* THE TASK:
State how many lines of the records contain the string "rows", and give no other information.

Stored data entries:
──────────
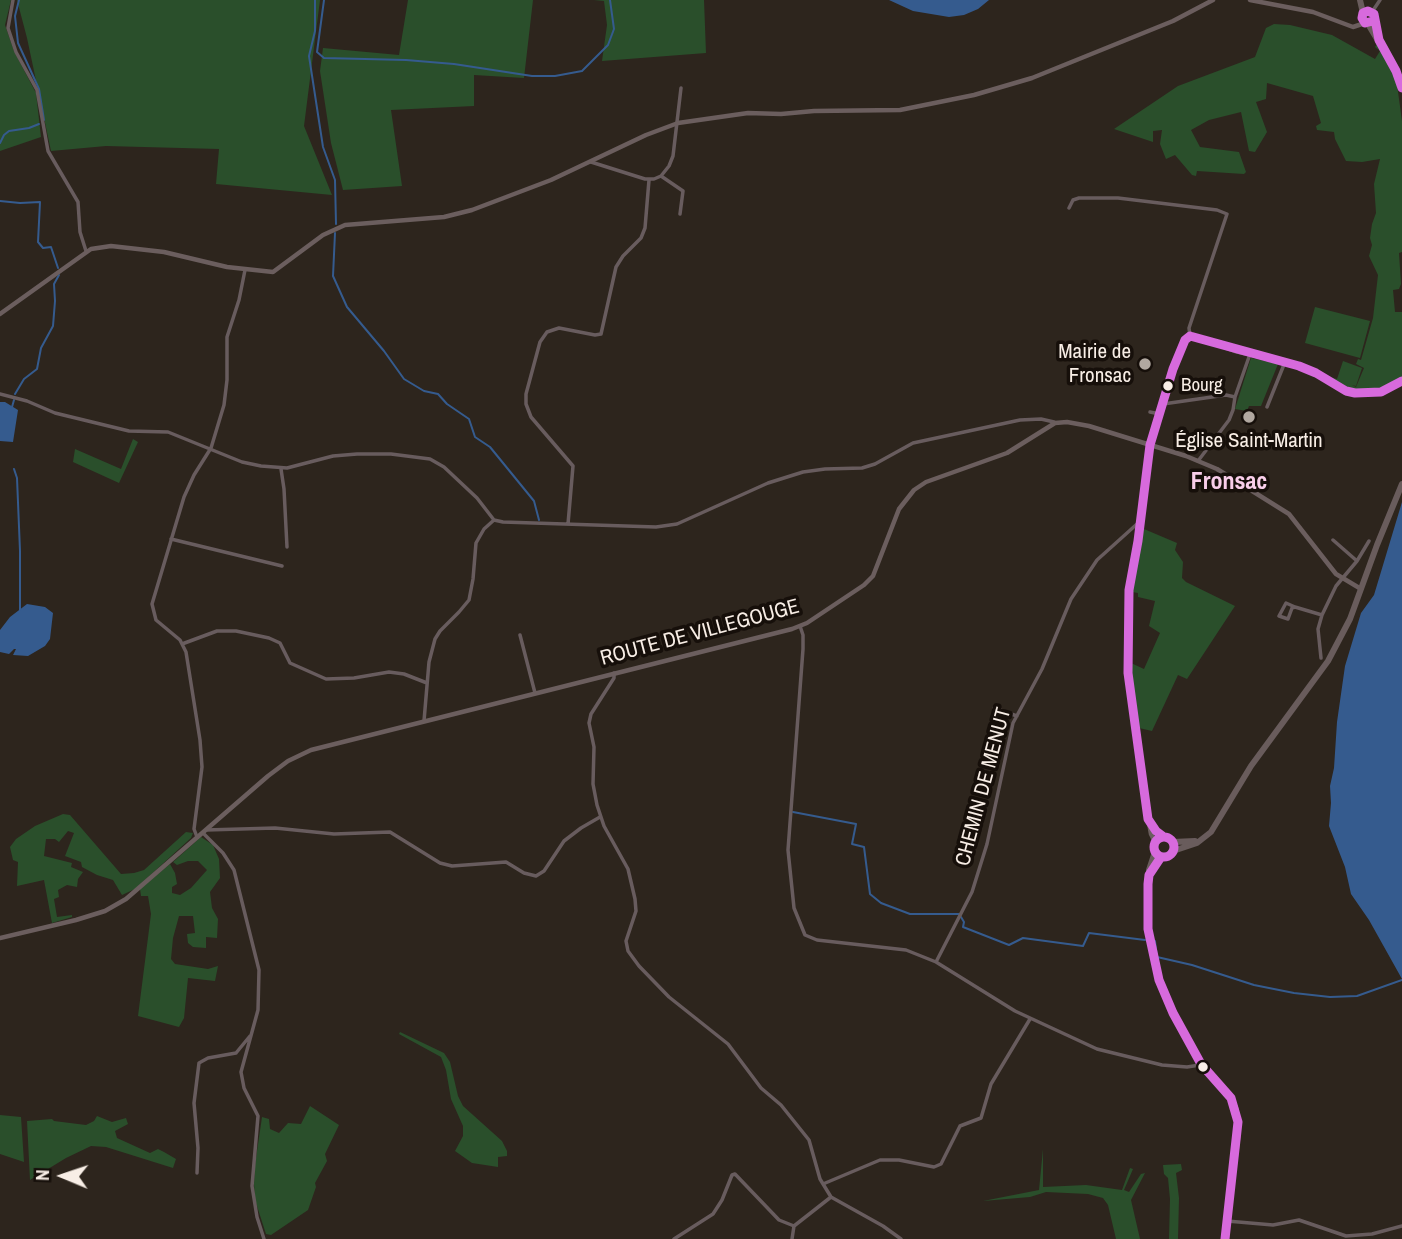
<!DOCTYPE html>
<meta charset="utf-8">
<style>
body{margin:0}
#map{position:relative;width:1402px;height:1239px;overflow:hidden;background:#2d251d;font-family:"Archivo Narrow",sans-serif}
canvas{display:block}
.north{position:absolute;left:28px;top:1141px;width:70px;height:70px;-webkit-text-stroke:5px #160f0a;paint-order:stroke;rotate:272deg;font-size:19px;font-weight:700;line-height:28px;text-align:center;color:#f8eee6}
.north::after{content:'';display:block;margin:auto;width:24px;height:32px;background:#f8eee6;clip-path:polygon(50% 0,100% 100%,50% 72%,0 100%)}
</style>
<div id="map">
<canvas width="1402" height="1239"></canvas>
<div class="north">N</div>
</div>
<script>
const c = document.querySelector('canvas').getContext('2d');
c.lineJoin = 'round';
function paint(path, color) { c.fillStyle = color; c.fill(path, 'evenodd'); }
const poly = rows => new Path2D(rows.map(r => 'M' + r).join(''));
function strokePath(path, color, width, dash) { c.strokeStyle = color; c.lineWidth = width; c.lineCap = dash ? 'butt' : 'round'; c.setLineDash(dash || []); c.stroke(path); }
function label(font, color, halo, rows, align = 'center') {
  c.font = font + ' "Archivo Narrow",sans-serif'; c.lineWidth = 7; c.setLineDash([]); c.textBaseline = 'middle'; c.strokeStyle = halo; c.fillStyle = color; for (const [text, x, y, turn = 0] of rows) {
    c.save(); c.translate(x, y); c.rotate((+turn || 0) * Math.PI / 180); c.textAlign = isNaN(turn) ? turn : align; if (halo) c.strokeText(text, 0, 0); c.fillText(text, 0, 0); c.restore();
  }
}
paint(poly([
 [0,0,11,0,5,25,14,51,36,93,41,137,0,151],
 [17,0,320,0,304,126,332,195,216,184,219,149,106,146,51,151,27,38],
 [408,0,533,0,524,78,474,75,474,106,391,110,402,186,343,190,331,143,320,71,323,48,399,55],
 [594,0,704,0,706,53,602,61,607,25,604,1],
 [1274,24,1290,25,1332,35,1375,59,1380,51,1375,47,1377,44,1396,77,1402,121,1402,252,1399,253,1401,284,1399,289,1393,290,1395,312,1402,312,1402,377,1395,383,1374,393,1355,392,1332,381,1333,378,1337,379,1343,361,1362,368,1356,386,1352,385,1356,387,1364,368,1356,364,1358,359,1361,360,1373,318,1378,275,1369,256,1372,245,1370,238,1372,224,1376,213,1374,184,1380,159,1362,162,1346,161,1335,139,1334,132,1317,130,1316,126,1321,123,1313,96,1267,83,1266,99,1256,102,1267,132,1255,152,1249,151,1241,112,1209,120,1191,130,1200,147,1239,152,1246,172,1244,174,1197,171,1196,176,1192,175,1175,155,1166,159,1160,144,1162,130,1153,131,1153,142,1114,129,1178,86,1255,57,1266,28],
 [1315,307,1370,321,1360,358,1305,343],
 [1251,358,1278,364,1261,406,1249,406,1247,411,1235,409],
 [133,439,138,442,119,483,73,462,75,449,121,469],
 [1144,529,1177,543,1175,550,1183,562,1182,578,1186,582,1235,606,1187,679,1178,675,1152,731,1139,728,1131,679,1131,663,1144,669,1160,633,1149,626,1155,601,1138,597,1138,593,1132,592,1133,579],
 [63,814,70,815,121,874,134,873,144,870,186,832,193,833,191,838,135,889,122,895,113,880,97,875,82,867,81,862,65,856,74,833,68,831,59,842,55,839,46,839,44,856,72,863,71,867,83,872,78,879,77,887,67,885,58,890,59,897,54,899,57,917,72,915,72,917,52,923,44,880,17,886,18,862,13,860,10,847,16,839,35,826],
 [201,837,213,845,219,859,220,878,210,892,212,908,218,919,217,938,206,937,206,948,193,947,188,943,187,934,195,933,193,916,179,916,173,938,171,959,175,964,208,969,218,966,215,981,188,978,184,1018,179,1027,138,1016,151,914,148,896,141,896,140,889,170,864,175,873,177,884,172,887,172,893,180,895,191,888,207,870,198,861,188,861,177,865,173,862],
 [400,1032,444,1053,450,1062,458,1096,463,1106,502,1141,507,1151,507,1156,498,1157,498,1167,472,1163,455,1151,463,1136,463,1126,451,1099,446,1070,441,1057,399,1034],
 [310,1106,339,1125,325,1154,327,1161,315,1183,316,1187,308,1210,271,1235,266,1234,255,1200,254,1184,255,1165,262,1117,269,1119,270,1129,279,1133,288,1123,301,1124],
 [0,1115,21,1117,24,1162,0,1154],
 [97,1116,112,1122,126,1118,128,1124,115,1131,117,1138,150,1153,158,1149,164,1152,176,1159,173,1168,106,1147,91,1146,66,1158,30,1180,27,1121,52,1119,54,1121,86,1125,94,1121],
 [1043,1149,1043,1187,1086,1185,1122,1190,1130,1168,1133,1169,1124,1190,1129,1192,1141,1174,1145,1173,1131,1200,1140,1239,1116,1239,1108,1205,1103,1198,1088,1194,1046,1192,1030,1197,983,1201,1039,1190],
 [1181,1164,1182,1170,1176,1173,1179,1198,1178,1239,1169,1239,1170,1199,1168,1178,1164,1174,1163,1165]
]), '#2a4f2b');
paint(poly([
 [889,0,989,0,978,9,964,15,949,17,913,11],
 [0,402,5,402,18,410,13,442,0,441],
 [1402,502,1402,979,1369,920,1351,894,1345,867,1329,826,1331,803,1330,786,1334,768,1337,722,1345,666,1361,613,1374,595],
 [27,604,45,607,53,613,50,639,45,646,28,656,13,655,16,649,14,649,9,654,0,652,0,630,10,617]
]), '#355b8e');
strokePath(poly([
 [19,0,15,16,18,43,39,89,44,120],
 [315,0,315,31,309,56,323,147,335,180,336,224],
 [324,0,317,52,324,58,406,60,454,64,532,76,555,76,582,71,608,45,614,29,610,0],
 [0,143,4,135,9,131,29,128,39,124],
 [0,201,20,203,40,202,38,242,43,248,51,247,58,268],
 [335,233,333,276,347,307,384,351,404,379,424,391,438,394,447,404,469,419,475,437,490,447,534,501,539,520],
 [15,394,24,379,37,369,41,348,53,326,55,301,54,284,59,275],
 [12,407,14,400],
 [14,469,17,478,20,551,20,610],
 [793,812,856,824,852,844,864,847,870,894,881,903,910,914,959,914],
 [961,917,964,922,963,927,1009,945,1023,938,1083,946,1089,933,1145,940],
 [1155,941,1157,957,1192,965,1254,985,1294,993,1330,997,1357,996,1402,980]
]), '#355b8e', 2);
strokePath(poly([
 [13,0,8,28,16,52,37,90,48,151,78,202,80,232,86,251],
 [1372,12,1380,0],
 [591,162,645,179,654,179,661,176,669,166,673,156,681,88],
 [661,176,683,191,680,214],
 [1069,208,1073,200,1079,198,1118,198,1217,210,1227,214,1189,328,1190,336],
 [0,394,27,401,55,413,129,431,168,432,242,462,261,466,287,468,333,456,357,454,391,454,430,459,444,467,477,498,494,520],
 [1235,397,1250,354],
 [1163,404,1226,395,1235,397,1233,410,1229,420,1198,461],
 [1267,407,1285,362],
 [1150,412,1160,414],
 [281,469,284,489,287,547],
 [568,524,573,466,531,417,526,404,526,394,540,342,547,332,559,328,595,335,601,334,616,267,623,256,641,238,645,228,649,180],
 [171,539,282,566],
 [1333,540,1357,561],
 [1295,607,1286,603,1279,616,1288,619,1292,608,1295,607,1322,615],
 [800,626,803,635,803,649,788,850,794,908,805,935,817,940,906,950,936,962,1015,1011,1097,1049,1162,1065,1187,1067,1200,1065],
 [520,635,535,693],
 [182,644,217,631,236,631,269,638,280,643,290,663,326,679,354,678,389,672,404,674,427,683],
 [1321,658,1318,629,1322,615,1336,586,1357,561,1369,541],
 [614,673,614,678,591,714,589,723,594,747,593,784,597,805,604,826,628,869,635,899,636,911,626,941,628,951,639,966,669,997,728,1044,761,1088,781,1105,809,1140,820,1179,831,1197,883,1226,901,1239],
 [994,708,1017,716],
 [424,721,429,662,435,639,440,631,459,612,469,600,473,579,476,543,484,529,494,520,503,522,656,527,677,524,768,483,803,472,825,469,862,468,875,464,913,443,1020,420,1041,419,1054,422],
 [206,830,275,828,334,834,390,832,440,863,452,866,506,862,524,873,536,876,544,871,564,841,581,828,600,817],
 [203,833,223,853,234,870,259,970,258,1010,241,1072,244,1088,258,1116,252,1186,257,1217,264,1239],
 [197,837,194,829,202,767,200,740,186,652,180,640,156,620,152,604,184,497,194,475,211,448,224,405,227,380,227,337,239,300,245,270],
 [936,962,972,892,987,844,1013,723,1042,669,1071,599,1097,560,1137,524,1141,524],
 [236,1053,250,1036],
 [197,1173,198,1148,194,1103,199,1063,208,1058,236,1053],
 [823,1184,880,1160,899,1160,934,1167,941,1164,960,1126,981,1118,991,1084,1030,1019],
 [1227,1221,1273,1225,1299,1220,1346,1236,1372,1234,1402,1226],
 [794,1226,831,1197],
 [674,1239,713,1214,722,1200,732,1175,735,1174,779,1220,794,1226],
 [792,1239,794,1226]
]), '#685c5e', 3.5);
strokePath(poly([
 [1250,0,1313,12,1353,27,1365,23],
 [0,314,91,249,111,246,164,252,227,267,273,272,323,235,345,225,444,217,472,210,551,180,646,135,678,123,748,113,781,114,814,111,900,110,974,95,1032,78,1173,21,1213,0],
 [1151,823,1164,837],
 [1155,842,1151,834,1147,811,1129,683,1129,590,1138,541,1150,445,1173,369,1185,340,1193,336,1235,351,1299,366,1316,373,1346,391,1355,393,1381,392,1402,381],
 [0,938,76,920,105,911,126,899,268,776,288,761,311,750,792,629,807,623,864,585,873,576,899,509,914,490,926,482,1007,453,1055,423,1067,422,1089,426,1186,456,1217,469,1289,514,1336,574,1361,589]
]), '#6b5e5e', 4.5);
strokePath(poly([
 [1360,0,1363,13],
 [1373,21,1365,23,1362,18,1363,13,1368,11,1374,14,1376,31],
 [1368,24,1396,71,1402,88],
 [1173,842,1195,841],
 [1173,851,1197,843,1211,832,1251,766,1328,661,1350,619,1377,545,1402,484],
 [1155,852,1149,870,1148,929,1159,980,1173,1013,1201,1064,1231,1098,1236,1110,1238,1133,1225,1239],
 [1151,870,1161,857,1169,856,1173,851,1173,842,1167,838,1161,838,1154,844,1155,852,1161,857]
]), '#695c5c', 6);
strokePath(poly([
 [1373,21,1365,23,1362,18,1363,13,1368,11,1374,14,1379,40,1396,71,1402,88],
 [1190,336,1299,366,1316,373,1346,391,1355,393,1381,392,1402,381],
 [1164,837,1156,831,1148,819,1128,673,1129,590,1138,541,1150,445,1173,369,1185,340,1190,336],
 '1154 847a10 10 0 1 1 20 0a10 10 0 1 1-20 0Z',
 [1161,857,1149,875,1148,884,1148,929,1159,980,1173,1013,1201,1064,1231,1098,1238,1122,1225,1239]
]), '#d76add', 9);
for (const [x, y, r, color] of [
 [1145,364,7,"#b1a8a0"],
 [1168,386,6,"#f8eee6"],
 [1249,417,7,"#b1a8a0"],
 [1203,1067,6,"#f8eee6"]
]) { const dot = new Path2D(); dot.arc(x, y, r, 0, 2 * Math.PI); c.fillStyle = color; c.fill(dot); strokePath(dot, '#160f0a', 2.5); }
label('19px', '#f8eee6', '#160f0a', [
 ["Bourg",1181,386]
], 'left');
label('21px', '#f8eee6', '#160f0a', [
 ["Mairie de",1131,352],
 ["Fronsac",1131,376],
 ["Église Saint-Martin",1249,441,"center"]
], 'right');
label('21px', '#f8eee6', '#160f0a', [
 ["ROUTE DE VILLEGOUGE",700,633,-15],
 ["CHEMIN DE MENUT",984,787,-75]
]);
label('bold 24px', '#f9ceea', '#160f0a', [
 ["Fronsac",1229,483]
]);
</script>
──────────
* FINAL ANSWER:
3